• [Work instructions] From the first line to the last, retype the records exactly and skip the pictures.

Items from a dataset:

—————

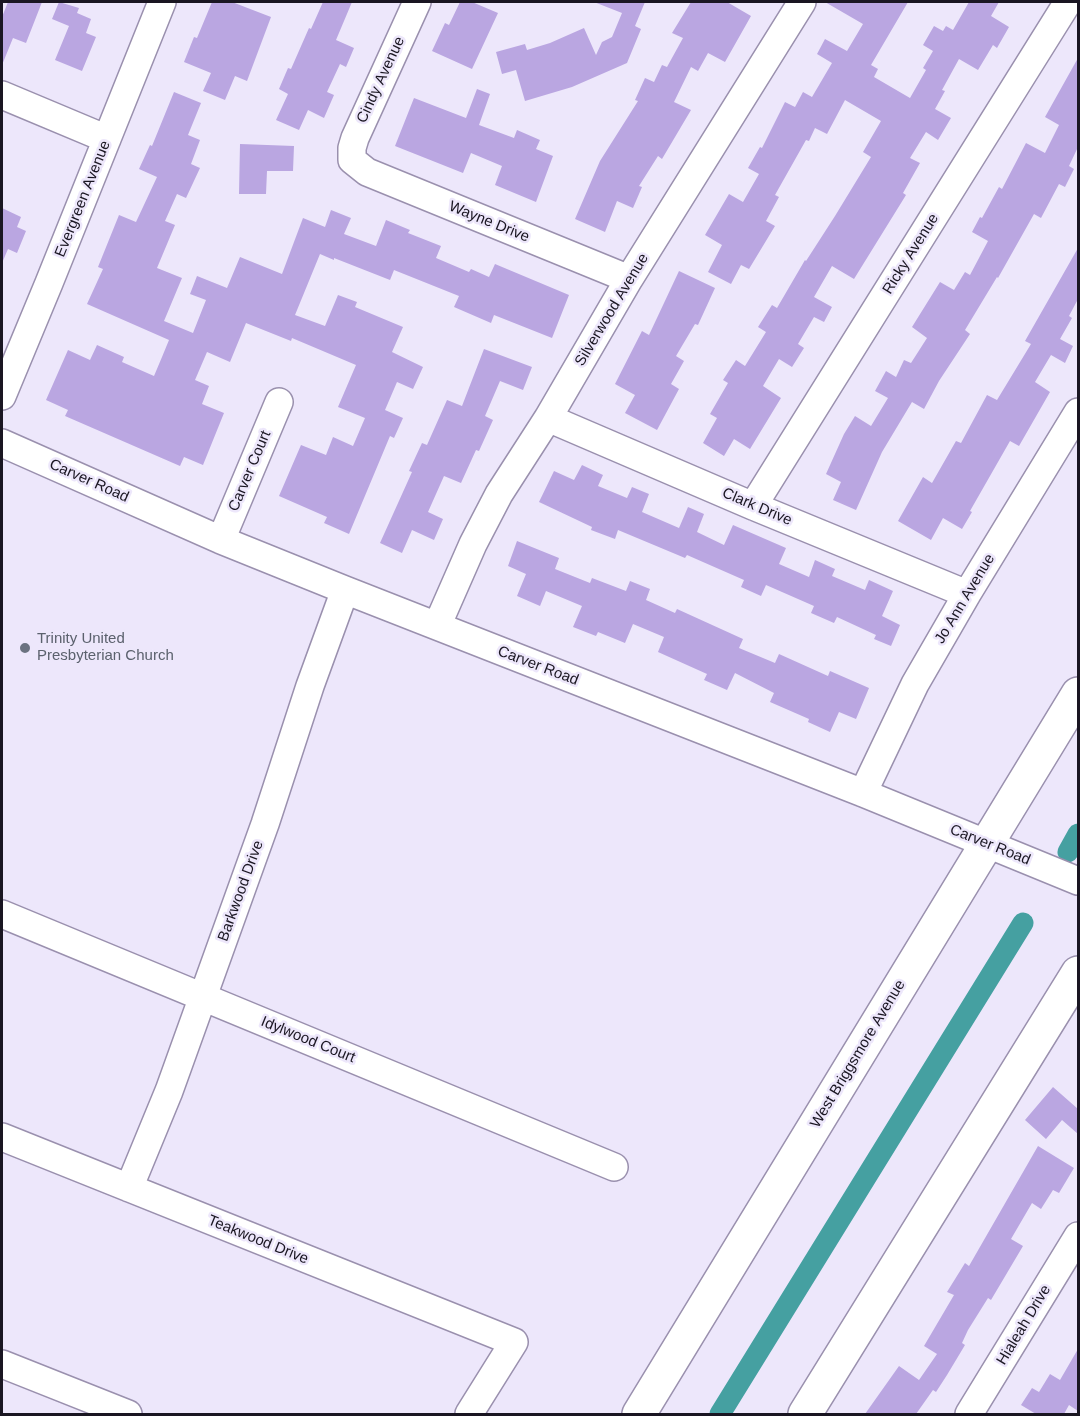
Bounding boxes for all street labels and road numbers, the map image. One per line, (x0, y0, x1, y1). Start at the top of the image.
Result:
street label: Cindy Avenue (353, 34, 409, 126)
street label: Evergreen Avenue (51, 138, 115, 260)
street label: Wayne Drive (446, 198, 532, 246)
street label: Ricky Avenue (879, 210, 943, 298)
street label: Silverwood Avenue (571, 250, 653, 370)
street label: Carver Court (225, 428, 275, 514)
street label: Carver Road (46, 455, 132, 507)
street label: Clark Drive (719, 484, 795, 530)
street label: Jo Ann Avenue (931, 551, 999, 647)
street label: Carver Road (495, 642, 581, 690)
street label: Carver Road (947, 821, 1033, 869)
street label: Barkwood Drive (214, 838, 268, 944)
street label: West Briggsmore Avenue (807, 977, 909, 1131)
street label: Idylwood Court (258, 1013, 358, 1067)
street label: Teakwood Drive (205, 1212, 311, 1268)
street label: Hialeah Drive (993, 1282, 1055, 1368)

—————

• [Solution to this problem]
Bounding boxes for all street labels and road numbers, the map image. One per line, (x0, y0, x1, y1). Start at the top of the image.
Result:
street label: Cindy Avenue (353, 34, 409, 126)
street label: Evergreen Avenue (51, 138, 115, 260)
street label: Wayne Drive (446, 198, 532, 246)
street label: Ricky Avenue (879, 210, 943, 298)
street label: Silverwood Avenue (571, 250, 653, 370)
street label: Carver Court (225, 428, 275, 514)
street label: Carver Road (46, 455, 132, 507)
street label: Clark Drive (719, 484, 795, 530)
street label: Jo Ann Avenue (931, 551, 999, 647)
street label: Carver Road (495, 642, 581, 690)
street label: Carver Road (947, 821, 1033, 869)
street label: Barkwood Drive (214, 838, 268, 944)
street label: West Briggsmore Avenue (807, 977, 909, 1131)
street label: Idylwood Court (258, 1013, 358, 1067)
street label: Teakwood Drive (205, 1212, 311, 1268)
street label: Hialeah Drive (993, 1282, 1055, 1368)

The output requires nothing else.